:: What needs to be done ::
The lines to copy are those in the records below that hold the word "list".

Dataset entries

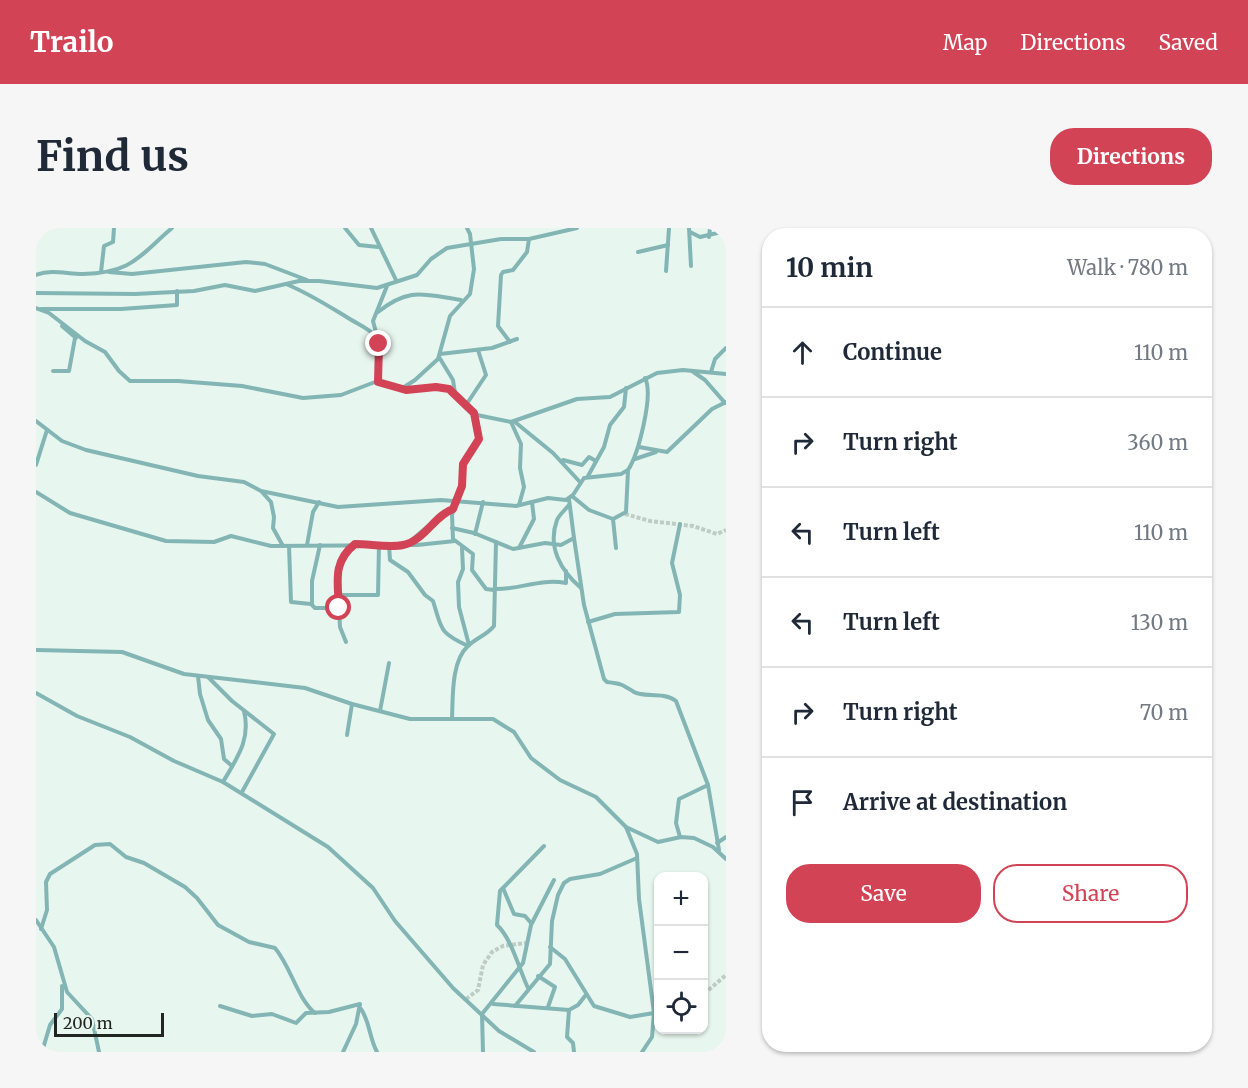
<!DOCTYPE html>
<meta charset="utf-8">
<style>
:root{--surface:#fff;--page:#f6f6f7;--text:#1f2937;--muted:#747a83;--line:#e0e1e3;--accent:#d34356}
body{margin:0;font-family:Merriweather,serif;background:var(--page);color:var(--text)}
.controls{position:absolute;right:18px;bottom:18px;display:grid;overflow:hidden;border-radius:12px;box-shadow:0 2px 4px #0004}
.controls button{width:54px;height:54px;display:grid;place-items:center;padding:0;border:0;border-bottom:2px solid var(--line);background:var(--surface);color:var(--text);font:30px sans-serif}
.scale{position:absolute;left:18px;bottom:15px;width:110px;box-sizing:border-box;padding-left:6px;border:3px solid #212623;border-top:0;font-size:16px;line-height:21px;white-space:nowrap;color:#212623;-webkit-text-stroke:4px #e7f6ee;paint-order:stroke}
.stop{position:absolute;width:18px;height:18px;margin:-14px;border:4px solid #d34356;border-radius:50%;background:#fff}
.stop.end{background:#d34356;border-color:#fff;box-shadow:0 2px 6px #0008}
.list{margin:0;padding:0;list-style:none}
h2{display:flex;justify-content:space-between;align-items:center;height:78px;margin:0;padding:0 24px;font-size:26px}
h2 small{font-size:20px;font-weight:400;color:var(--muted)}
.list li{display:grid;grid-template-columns:39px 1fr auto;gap:18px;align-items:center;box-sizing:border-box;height:90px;padding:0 24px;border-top:2px solid var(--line)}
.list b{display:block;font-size:22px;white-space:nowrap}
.list em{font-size:20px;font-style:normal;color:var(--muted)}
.actions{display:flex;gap:12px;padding:18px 24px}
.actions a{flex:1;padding:14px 0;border:2px solid var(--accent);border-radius:24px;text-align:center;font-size:21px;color:var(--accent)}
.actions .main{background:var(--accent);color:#fff}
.icon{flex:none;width:33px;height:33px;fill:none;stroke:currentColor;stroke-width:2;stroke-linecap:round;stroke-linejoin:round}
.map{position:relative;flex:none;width:690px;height:824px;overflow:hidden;border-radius:24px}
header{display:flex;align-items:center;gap:36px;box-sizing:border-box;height:84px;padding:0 30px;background:var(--accent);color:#fff}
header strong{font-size:28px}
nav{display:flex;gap:33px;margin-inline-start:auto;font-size:21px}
.intro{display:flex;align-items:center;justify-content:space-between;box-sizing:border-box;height:144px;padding:0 36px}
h1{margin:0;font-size:42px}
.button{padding:15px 27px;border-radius:24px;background:var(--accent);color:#fff;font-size:21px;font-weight:700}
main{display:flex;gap:36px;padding:0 36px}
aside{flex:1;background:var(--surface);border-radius:24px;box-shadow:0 2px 4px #0004}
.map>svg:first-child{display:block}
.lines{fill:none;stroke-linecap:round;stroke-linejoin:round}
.street-tunnel{stroke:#bfccc5;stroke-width:4;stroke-dasharray:4 2;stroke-linecap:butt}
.street{stroke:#83b5b4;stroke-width:4}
.route{stroke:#d34356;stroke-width:8}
</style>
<header>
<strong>Trailo</strong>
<nav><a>Map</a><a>Directions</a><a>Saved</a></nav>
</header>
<div class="intro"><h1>Find us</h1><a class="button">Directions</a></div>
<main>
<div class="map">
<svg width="690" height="824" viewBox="0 0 690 824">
<rect width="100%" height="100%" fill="#e7f6ee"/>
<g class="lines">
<g class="street-tunnel">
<path d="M589,286L614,293L657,298L681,306L690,302"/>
<path d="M668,766L690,747"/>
<path d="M430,771L442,762L447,737L456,724L467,718L490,715"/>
</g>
<g class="street">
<path d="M309,0L323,17L342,19"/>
<path d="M335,0L360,52"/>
<path d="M653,0L655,38"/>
<path d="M654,4L664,9L690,3"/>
<path d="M673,9L674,0"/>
<path d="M602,24L632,17"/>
<path d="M630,43L633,0"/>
<path d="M65,44L68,18L77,14L78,0"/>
<path d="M73,44L96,46L210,34L229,36L271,52"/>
<path d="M0,47C16,41 30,46 47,46C96,45 102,29 136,0"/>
<path d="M250,56C272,65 289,76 309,88C321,96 331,99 341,109"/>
<path d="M0,65L99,66L158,63L189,57L219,63L263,53H283L341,60L381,47L395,31L411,20L465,11H493L541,0"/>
<path d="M0,80L13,85L49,113L69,124L83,143L94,153H142L206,158L267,170L305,167L339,154L370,162L406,159L419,165L441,187L475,194L541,171L574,169L621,145L647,142L690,146"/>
<path d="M5,81H85L141,77V63"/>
<path d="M342,84C374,58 389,67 425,72"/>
<path d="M26,98L40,110"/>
<path d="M474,114L462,98L465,47L467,44L477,42L491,24L493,11"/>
<path d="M404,126L456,120L481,111"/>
<path d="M403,129L417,152L419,165"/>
<path d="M17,143H33L39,110"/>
<path d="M656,143L669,152L689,175"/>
<path d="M675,144L679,131L690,120"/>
<path d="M342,154L343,116L337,93L351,58"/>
<path d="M365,161L379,152L402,131L414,88L434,66L438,41L434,6L431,0"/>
<path d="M430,177L450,147L442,122"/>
<path d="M439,186L443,211L427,235L425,259L416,287L417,311L437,326L436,342L450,361L458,362"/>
<path d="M0,193L26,213L50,222L162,248L208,254L225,263L302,279L405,272L480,278L512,270L530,272L537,267L548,250L585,246L592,242C602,227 618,167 609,150"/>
<path d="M475,194L485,216L484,240L488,259L483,277"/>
<path d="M479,194L517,225L543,253"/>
<path d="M603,219L631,224L676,181L690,174"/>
<path d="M599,231L620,224"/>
<path d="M527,232L546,237L553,229L560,233"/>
<path d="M0,237L11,202"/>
<path d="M552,248L568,219L574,197L588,179L590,160"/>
<path d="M0,264L34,285L130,313L178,314L195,308L235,318L381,317L419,313"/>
<path d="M226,264L235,274L238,289L237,300L247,318"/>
<path d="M536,268L553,282L577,291L580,320"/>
<path d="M533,277C529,282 523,287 521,292C511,319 525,343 545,360"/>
<path d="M577,291L590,284L592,243"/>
<path d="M416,300L438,305L477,321L509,315L525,317L538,310L533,271"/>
<path d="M439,306L447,274"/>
<path d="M538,310L548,377L568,451L571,454C587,456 585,456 598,464C608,470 627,463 640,473L672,557L683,622"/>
<path d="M371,316L405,287L417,281"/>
<path d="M271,317L277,284L283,274"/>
<path d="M284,317L276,353V377L279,380H302"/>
<path d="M353,317L354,332L372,344L389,367L397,373C406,401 402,404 432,418"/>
<path d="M253,318L255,374L275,376"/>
<path d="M426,320L427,341L422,354L423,379L433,417"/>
<path d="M483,320L498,291L496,274"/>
<path d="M458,361C484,362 503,350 530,355V343"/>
<path d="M302,367H342L343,316"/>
<path d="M552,394L579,386L643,384L644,367L636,335L644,296"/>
<path d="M310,414L304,399L301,344L305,331L319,317"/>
<path d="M0,422L86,424L148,446L269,460L316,476L374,491H457L478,504L495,530L524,552L560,569L590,599L622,614L645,609L658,610L677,619L690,631"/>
<path d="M162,448L164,466L172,492L185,511L188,531L196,538"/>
<path d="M172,449L196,473L238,506L206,564"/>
<path d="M0,465L41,488L94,509L138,533L187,554L292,619L337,660L359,693L417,760L463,803L498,824"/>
<path d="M344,483L353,435"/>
<path d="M416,490C417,470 415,433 432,418C440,410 451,407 458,398L460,314"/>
<path d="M311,507L316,476"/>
<path d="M187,554C201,530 215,512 208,483"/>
<path d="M590,599L601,626L603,671L618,785L616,809L606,824"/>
<path d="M644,609L640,595L643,571L672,557"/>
<path d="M681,615L690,609"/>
<path d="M467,660L478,686L489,688L495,695"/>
<path d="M0,692L18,719L31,764L56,791L63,824"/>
<path d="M5,701L11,682L10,654L14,646L59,617L74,616L90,629L108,635L149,659L161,670L182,697L213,714L239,720C255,739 261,770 279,785"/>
<path d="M514,719L529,731L558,778L594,789L618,785"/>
<path d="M502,748L519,759L512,779"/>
<path d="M492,760C483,741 476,711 461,697L464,663L508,618"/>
<path d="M457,776L533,782L542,777L549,768"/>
<path d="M184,778L216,788L236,786L260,795L270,785L293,784L324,776L320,796L307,824"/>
<path d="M479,778L514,736L516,693L522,667L528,655L534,651L564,646L601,630"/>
<path d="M325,781C334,794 333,809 341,824"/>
<path d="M533,782L531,809L537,815L538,824"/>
<path d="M6,824L14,797L26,781V758"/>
<path d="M447,824L446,786L487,735L495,697L518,652"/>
</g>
</g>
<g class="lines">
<path class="route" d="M303,380C302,355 296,334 319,316C334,316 353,320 367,317C388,313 398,288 417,281L426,258L427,236L443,211L438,185L413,161L400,159L370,162L342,154L343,116"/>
</g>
</svg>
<div class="controls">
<button>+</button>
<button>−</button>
<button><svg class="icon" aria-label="locate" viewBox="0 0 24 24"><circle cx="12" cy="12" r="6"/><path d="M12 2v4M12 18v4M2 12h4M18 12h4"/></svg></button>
</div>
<div class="scale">200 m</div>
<div class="stop" style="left:303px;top:380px"></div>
<div class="stop end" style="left:343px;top:116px"></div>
</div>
<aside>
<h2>10 min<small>Walk · 780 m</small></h2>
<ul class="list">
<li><svg class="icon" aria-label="ahead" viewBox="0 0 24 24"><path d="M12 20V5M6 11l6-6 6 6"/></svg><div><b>Continue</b></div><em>110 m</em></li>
<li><svg class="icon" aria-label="right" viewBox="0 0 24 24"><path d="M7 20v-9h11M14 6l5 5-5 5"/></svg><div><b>Turn right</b></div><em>360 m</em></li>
<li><svg class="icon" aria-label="left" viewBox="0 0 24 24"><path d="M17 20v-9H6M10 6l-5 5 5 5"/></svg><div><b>Turn left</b></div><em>110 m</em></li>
<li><svg class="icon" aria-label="left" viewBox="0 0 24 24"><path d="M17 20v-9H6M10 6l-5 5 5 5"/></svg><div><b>Turn left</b></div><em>130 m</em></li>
<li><svg class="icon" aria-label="right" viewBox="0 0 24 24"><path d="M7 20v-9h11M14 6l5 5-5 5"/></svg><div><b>Turn right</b></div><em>70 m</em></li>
<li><svg class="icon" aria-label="arrive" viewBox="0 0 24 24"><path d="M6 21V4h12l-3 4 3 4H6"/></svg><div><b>Arrive at destination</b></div></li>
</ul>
<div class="actions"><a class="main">Save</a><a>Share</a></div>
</aside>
</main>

:: Result for this exercise ::
.list{margin:0;padding:0;list-style:none}
.list li{display:grid;grid-template-columns:39px 1fr auto;gap:18px;align-items:center;box-sizing:border-box;height:90px;padding:0 24px;border-top:2px solid var(--line)}
.list b{display:block;font-size:22px;white-space:nowrap}
.list em{font-size:20px;font-style:normal;color:var(--muted)}
<ul class="list">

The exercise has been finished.